Given entries -
╭──

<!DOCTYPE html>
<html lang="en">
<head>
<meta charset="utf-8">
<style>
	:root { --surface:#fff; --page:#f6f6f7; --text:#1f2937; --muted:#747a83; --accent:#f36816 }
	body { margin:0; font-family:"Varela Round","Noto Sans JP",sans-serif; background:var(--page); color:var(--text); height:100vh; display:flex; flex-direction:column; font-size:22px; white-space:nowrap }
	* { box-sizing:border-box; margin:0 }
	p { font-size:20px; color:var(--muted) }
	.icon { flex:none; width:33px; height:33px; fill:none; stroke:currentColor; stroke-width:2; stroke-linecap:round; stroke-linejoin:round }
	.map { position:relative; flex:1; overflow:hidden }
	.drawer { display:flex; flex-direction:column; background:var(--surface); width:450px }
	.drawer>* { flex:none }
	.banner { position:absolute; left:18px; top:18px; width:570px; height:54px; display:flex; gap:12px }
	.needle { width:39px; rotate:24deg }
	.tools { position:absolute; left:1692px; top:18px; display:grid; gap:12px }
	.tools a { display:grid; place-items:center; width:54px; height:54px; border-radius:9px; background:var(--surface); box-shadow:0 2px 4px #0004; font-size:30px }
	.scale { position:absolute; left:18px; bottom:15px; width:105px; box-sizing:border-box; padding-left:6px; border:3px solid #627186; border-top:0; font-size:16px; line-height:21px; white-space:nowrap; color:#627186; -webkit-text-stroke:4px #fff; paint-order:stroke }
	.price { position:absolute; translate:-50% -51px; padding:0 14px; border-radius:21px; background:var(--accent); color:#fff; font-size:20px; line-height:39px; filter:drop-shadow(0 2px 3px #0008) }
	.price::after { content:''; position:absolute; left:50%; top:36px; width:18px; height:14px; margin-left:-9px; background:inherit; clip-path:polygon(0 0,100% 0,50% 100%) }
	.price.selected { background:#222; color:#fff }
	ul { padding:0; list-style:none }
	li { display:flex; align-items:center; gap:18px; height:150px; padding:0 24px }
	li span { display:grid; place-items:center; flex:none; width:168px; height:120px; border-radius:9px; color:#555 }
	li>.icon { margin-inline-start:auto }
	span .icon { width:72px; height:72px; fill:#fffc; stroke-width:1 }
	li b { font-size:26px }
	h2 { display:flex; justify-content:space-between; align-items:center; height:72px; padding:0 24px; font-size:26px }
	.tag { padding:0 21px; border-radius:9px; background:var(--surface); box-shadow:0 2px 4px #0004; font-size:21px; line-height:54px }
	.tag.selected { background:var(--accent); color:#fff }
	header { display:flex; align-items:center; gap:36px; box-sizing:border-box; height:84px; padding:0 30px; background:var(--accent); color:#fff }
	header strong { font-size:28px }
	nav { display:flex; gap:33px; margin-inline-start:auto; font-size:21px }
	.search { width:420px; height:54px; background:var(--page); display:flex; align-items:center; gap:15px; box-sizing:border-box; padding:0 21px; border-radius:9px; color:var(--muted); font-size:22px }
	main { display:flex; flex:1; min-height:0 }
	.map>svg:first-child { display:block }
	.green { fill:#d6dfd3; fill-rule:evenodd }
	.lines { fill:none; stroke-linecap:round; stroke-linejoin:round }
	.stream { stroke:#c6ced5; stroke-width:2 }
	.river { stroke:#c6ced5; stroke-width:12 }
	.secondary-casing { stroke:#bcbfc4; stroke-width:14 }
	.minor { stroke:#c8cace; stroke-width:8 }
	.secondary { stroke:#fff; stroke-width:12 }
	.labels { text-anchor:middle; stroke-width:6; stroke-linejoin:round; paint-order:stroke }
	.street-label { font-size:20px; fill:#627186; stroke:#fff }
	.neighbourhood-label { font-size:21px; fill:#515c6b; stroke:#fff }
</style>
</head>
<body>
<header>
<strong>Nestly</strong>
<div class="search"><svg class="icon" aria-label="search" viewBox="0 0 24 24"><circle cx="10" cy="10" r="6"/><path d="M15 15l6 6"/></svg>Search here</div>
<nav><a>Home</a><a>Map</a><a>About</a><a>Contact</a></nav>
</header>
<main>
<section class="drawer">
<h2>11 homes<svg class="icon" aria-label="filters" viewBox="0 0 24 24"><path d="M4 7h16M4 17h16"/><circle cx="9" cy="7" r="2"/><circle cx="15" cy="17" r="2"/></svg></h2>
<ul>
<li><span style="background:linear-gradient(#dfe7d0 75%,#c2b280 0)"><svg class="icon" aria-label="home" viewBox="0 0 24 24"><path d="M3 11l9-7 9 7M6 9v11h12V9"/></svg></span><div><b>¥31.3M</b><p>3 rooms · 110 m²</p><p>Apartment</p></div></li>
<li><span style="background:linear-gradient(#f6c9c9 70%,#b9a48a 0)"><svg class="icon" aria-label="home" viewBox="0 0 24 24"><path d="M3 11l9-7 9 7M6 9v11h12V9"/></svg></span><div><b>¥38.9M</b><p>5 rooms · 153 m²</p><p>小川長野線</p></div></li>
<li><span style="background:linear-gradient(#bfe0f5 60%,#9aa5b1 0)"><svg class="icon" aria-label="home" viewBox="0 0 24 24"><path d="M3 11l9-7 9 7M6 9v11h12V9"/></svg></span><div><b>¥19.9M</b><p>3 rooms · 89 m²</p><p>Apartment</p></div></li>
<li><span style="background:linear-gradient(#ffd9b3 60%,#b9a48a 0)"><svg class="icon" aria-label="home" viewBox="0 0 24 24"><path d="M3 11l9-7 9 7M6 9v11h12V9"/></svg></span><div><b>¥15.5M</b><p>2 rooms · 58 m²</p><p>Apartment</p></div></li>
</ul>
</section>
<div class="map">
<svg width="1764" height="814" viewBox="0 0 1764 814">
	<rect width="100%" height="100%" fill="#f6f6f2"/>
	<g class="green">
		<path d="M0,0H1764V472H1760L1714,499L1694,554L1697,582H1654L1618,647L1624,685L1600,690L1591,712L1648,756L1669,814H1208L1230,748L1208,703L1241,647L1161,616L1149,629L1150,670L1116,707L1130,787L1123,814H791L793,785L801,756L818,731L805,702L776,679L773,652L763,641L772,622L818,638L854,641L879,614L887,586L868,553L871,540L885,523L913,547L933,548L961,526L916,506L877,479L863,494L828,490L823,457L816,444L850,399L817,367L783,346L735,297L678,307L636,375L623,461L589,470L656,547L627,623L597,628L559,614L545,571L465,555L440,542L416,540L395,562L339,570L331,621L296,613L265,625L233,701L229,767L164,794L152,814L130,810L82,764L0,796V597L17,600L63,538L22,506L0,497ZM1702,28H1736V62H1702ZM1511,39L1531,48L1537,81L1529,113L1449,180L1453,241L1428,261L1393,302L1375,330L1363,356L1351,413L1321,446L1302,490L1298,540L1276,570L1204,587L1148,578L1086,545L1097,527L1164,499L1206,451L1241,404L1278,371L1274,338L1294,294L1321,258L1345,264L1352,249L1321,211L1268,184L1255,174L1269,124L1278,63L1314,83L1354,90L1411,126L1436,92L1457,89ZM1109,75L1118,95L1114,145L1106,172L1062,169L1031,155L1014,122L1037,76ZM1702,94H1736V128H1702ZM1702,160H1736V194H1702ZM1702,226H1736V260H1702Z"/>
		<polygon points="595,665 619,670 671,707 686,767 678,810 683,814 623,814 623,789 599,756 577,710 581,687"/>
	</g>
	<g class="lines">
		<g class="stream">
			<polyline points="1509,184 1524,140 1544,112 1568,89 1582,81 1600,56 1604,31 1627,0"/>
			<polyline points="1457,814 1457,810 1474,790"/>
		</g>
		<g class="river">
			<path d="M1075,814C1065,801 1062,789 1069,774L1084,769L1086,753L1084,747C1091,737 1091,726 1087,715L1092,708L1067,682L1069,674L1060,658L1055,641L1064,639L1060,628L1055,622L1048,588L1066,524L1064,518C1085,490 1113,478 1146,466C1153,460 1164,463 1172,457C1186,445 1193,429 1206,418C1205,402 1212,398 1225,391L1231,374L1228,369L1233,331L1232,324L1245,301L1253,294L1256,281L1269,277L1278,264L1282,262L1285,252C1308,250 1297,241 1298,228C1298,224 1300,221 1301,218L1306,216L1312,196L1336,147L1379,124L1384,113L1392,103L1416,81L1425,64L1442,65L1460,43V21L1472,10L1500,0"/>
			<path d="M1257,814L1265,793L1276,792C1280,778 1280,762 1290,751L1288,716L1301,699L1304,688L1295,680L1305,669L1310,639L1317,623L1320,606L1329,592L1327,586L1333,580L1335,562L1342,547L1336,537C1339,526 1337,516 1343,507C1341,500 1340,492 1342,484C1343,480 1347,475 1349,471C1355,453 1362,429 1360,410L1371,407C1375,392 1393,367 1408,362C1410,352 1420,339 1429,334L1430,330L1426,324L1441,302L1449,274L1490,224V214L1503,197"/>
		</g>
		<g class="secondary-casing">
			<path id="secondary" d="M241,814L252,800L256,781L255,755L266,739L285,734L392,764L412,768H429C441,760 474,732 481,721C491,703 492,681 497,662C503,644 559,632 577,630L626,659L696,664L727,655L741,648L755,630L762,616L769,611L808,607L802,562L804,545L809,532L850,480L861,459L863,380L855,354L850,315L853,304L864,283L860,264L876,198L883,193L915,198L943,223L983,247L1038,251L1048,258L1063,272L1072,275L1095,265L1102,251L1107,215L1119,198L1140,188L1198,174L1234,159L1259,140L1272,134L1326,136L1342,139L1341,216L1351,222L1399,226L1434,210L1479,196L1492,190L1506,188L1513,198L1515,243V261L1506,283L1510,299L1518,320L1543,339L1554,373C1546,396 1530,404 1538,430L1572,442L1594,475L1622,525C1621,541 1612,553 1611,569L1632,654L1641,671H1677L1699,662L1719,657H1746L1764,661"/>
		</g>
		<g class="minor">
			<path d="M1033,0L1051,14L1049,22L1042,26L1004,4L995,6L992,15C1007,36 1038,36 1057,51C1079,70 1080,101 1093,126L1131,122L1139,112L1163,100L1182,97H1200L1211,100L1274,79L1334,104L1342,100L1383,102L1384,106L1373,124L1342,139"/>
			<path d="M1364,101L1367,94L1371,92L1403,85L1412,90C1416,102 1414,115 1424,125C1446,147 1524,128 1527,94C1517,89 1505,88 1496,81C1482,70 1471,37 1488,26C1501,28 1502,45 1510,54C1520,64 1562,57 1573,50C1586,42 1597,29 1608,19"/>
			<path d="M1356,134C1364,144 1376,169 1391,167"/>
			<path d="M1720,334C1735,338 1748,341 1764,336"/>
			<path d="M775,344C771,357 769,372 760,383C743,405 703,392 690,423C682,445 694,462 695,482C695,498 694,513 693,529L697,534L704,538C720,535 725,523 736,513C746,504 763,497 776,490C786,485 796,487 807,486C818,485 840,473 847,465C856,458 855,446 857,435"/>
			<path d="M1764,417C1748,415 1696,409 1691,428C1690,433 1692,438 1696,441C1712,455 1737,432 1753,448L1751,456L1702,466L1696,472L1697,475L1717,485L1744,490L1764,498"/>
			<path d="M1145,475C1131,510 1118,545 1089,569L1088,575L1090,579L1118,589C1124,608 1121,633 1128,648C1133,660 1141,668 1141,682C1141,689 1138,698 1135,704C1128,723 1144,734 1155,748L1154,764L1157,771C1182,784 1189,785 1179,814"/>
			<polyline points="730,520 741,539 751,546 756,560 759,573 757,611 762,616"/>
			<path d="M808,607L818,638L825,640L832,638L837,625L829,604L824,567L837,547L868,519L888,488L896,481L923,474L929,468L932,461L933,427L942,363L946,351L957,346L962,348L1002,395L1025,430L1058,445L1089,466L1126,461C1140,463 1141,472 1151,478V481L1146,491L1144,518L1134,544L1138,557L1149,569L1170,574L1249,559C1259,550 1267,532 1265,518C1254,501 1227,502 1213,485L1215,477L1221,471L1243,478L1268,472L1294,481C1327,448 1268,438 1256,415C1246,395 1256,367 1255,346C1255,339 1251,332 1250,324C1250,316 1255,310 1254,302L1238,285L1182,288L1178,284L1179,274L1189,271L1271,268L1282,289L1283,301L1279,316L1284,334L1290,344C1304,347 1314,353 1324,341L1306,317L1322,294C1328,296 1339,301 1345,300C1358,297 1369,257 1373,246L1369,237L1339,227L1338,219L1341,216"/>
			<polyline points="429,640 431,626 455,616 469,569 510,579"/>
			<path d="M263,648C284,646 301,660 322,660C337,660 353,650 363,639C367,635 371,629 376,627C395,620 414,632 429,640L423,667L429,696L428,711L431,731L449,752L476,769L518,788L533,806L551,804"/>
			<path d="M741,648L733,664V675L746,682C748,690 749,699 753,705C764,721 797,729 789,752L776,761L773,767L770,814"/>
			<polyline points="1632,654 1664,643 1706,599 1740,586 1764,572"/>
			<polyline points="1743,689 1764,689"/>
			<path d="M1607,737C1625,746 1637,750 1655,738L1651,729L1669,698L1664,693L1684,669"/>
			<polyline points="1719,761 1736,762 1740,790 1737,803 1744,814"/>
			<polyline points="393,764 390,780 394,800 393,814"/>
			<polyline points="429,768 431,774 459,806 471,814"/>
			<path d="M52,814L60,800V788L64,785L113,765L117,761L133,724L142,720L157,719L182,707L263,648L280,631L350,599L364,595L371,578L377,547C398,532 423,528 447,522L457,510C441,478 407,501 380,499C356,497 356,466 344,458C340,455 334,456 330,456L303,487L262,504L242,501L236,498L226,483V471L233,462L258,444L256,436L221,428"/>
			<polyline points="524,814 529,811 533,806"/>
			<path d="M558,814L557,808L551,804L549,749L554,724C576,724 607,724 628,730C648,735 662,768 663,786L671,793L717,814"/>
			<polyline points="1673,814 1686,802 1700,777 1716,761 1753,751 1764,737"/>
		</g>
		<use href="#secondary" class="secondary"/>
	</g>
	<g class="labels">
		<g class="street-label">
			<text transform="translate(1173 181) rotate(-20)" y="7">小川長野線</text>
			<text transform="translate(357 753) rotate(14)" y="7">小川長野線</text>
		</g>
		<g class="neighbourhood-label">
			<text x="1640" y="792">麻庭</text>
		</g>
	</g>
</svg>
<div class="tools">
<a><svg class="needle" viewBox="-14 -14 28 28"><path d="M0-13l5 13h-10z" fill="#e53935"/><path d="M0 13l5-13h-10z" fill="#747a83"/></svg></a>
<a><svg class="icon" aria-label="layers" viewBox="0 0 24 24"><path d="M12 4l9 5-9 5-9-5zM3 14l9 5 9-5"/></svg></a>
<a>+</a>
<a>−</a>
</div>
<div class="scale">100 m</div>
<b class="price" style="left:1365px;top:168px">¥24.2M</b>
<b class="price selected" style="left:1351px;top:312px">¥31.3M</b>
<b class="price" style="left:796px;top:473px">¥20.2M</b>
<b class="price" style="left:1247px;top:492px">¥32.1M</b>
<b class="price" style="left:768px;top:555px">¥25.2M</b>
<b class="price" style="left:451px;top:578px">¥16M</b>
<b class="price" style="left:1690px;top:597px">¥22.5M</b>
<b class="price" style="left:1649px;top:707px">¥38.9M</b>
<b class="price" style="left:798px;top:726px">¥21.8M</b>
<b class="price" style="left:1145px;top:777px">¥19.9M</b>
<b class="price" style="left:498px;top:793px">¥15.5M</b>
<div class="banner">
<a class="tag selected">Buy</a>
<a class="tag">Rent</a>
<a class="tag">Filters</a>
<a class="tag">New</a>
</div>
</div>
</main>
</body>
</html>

╰──

Problem requirements - Search the records above for the string "linecap". Copy every line that contains it.

Solved problem -
	.icon { flex:none; width:33px; height:33px; fill:none; stroke:currentColor; stroke-width:2; stroke-linecap:round; stroke-linejoin:round }
	.lines { fill:none; stroke-linecap:round; stroke-linejoin:round }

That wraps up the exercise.